── EXERCISE DATA

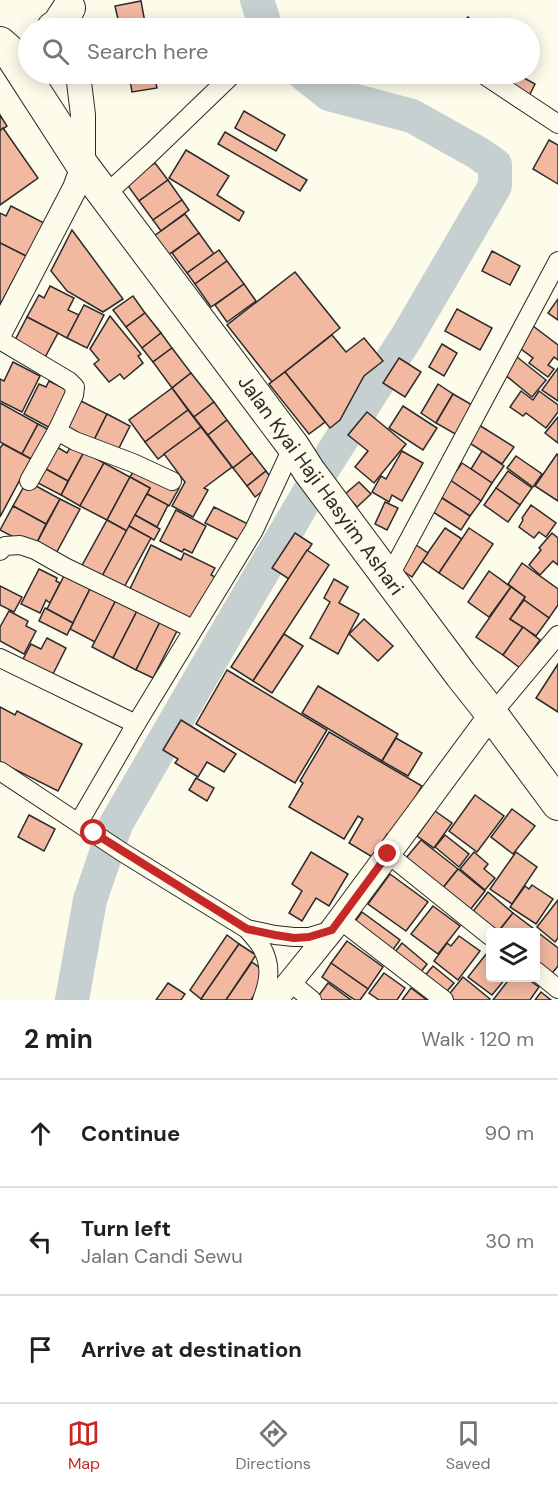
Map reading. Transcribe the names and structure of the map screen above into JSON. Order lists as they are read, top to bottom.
{
  "streets": {
    "highway": ["Jalan Kyai Haji Hasyim Ashari"]
  },
  "page": {
    "search": "Search here",
    "heading": ["2 min", "Walk · 120 m"],
    "list": [
      ["Continue", "90 m"],
      ["Turn left", "Jalan Candi Sewu", "30 m"],
      "Arrive at destination"
    ],
    "nav": ["Map", "Directions", "Saved"]
  }
}
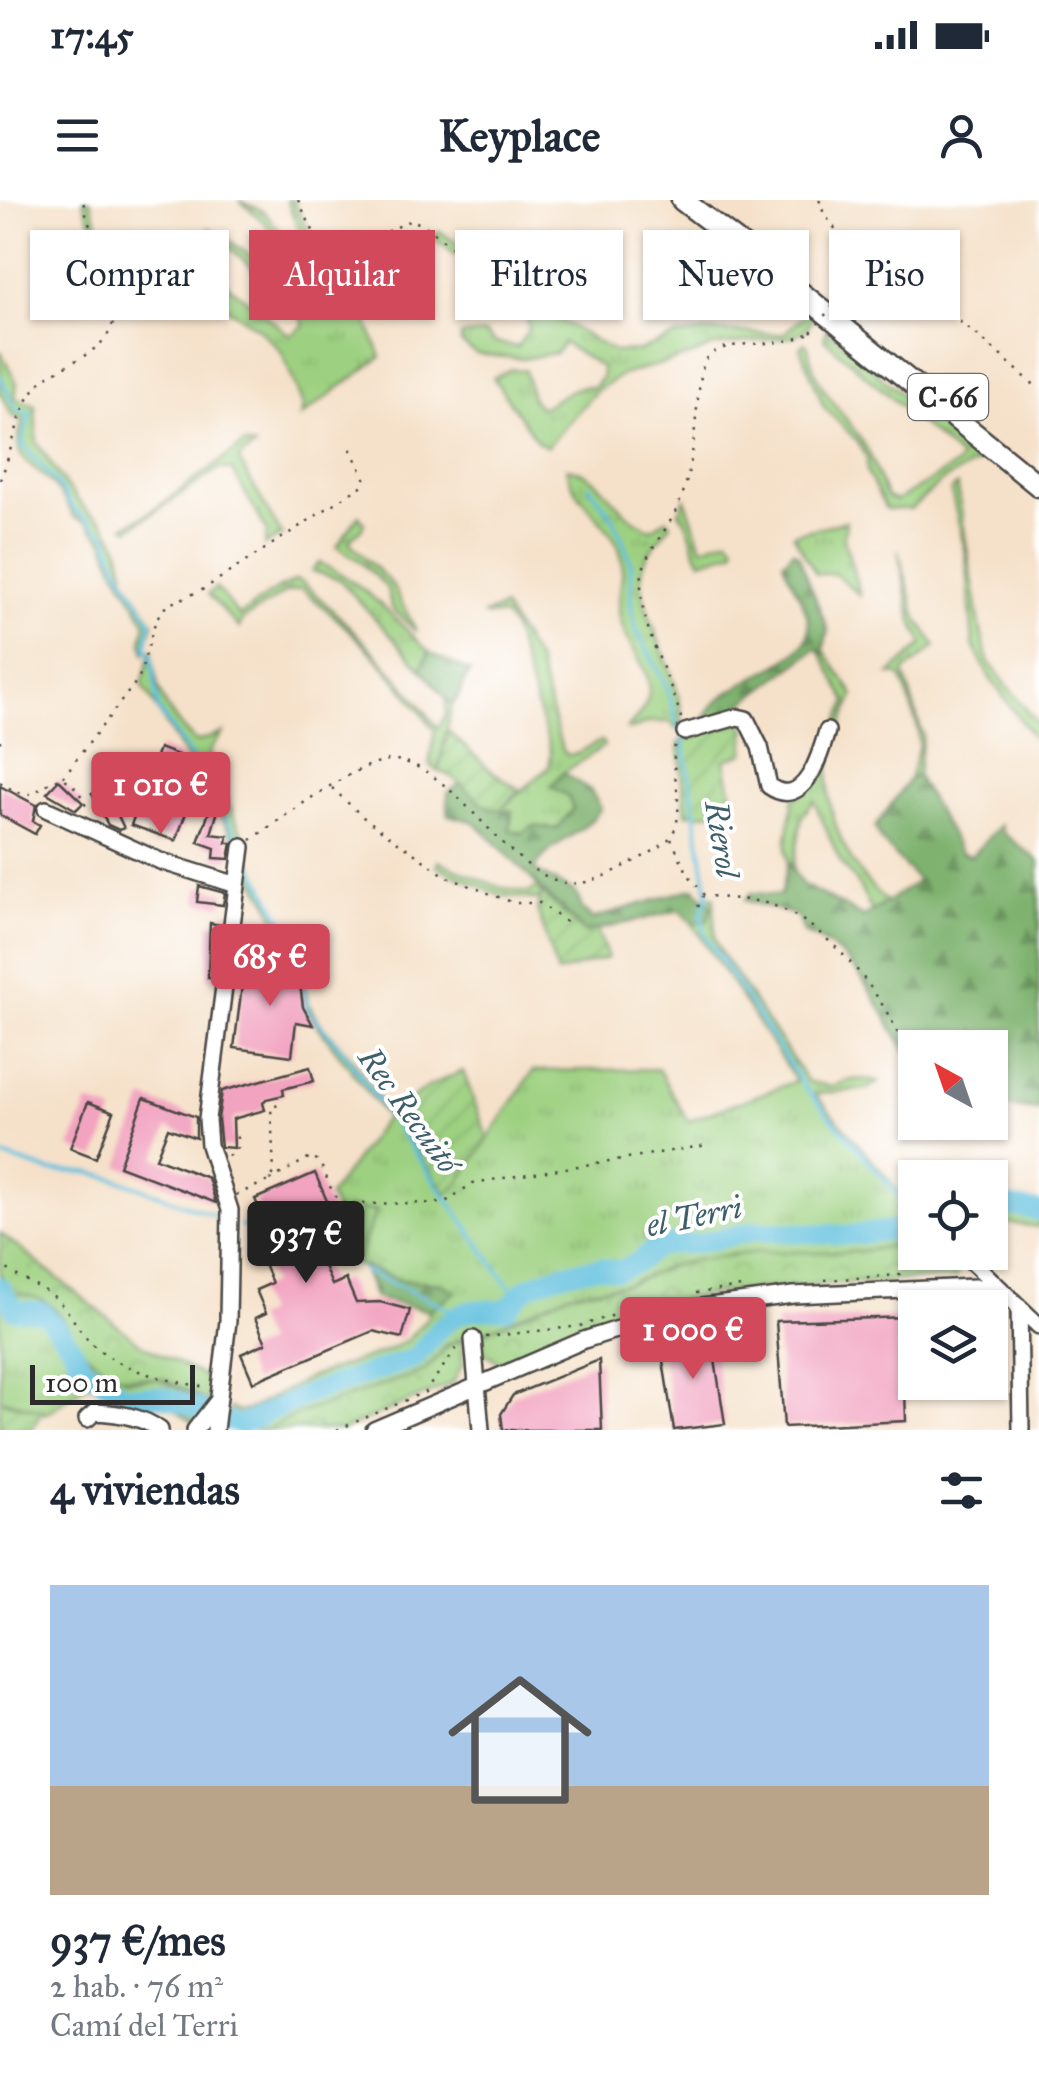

────

**TASK BRIEF**
Each line above should be written out again unchanged; no images are to be carried over.

**ANSWER TO THIS EXERCISE**
Map reading. Transcribe the names and structure of the map screen above into JSON. Order lists as they are read, top to bottom.
{
  "streets": {
    "highway": ["Jalan Kyai Haji Hasyim Ashari"]
  },
  "page": {
    "search": "Search here",
    "heading": ["2 min", "Walk · 120 m"],
    "list": [
      ["Continue", "90 m"],
      ["Turn left", "Jalan Candi Sewu", "30 m"],
      "Arrive at destination"
    ],
    "nav": ["Map", "Directions", "Saved"]
  }
}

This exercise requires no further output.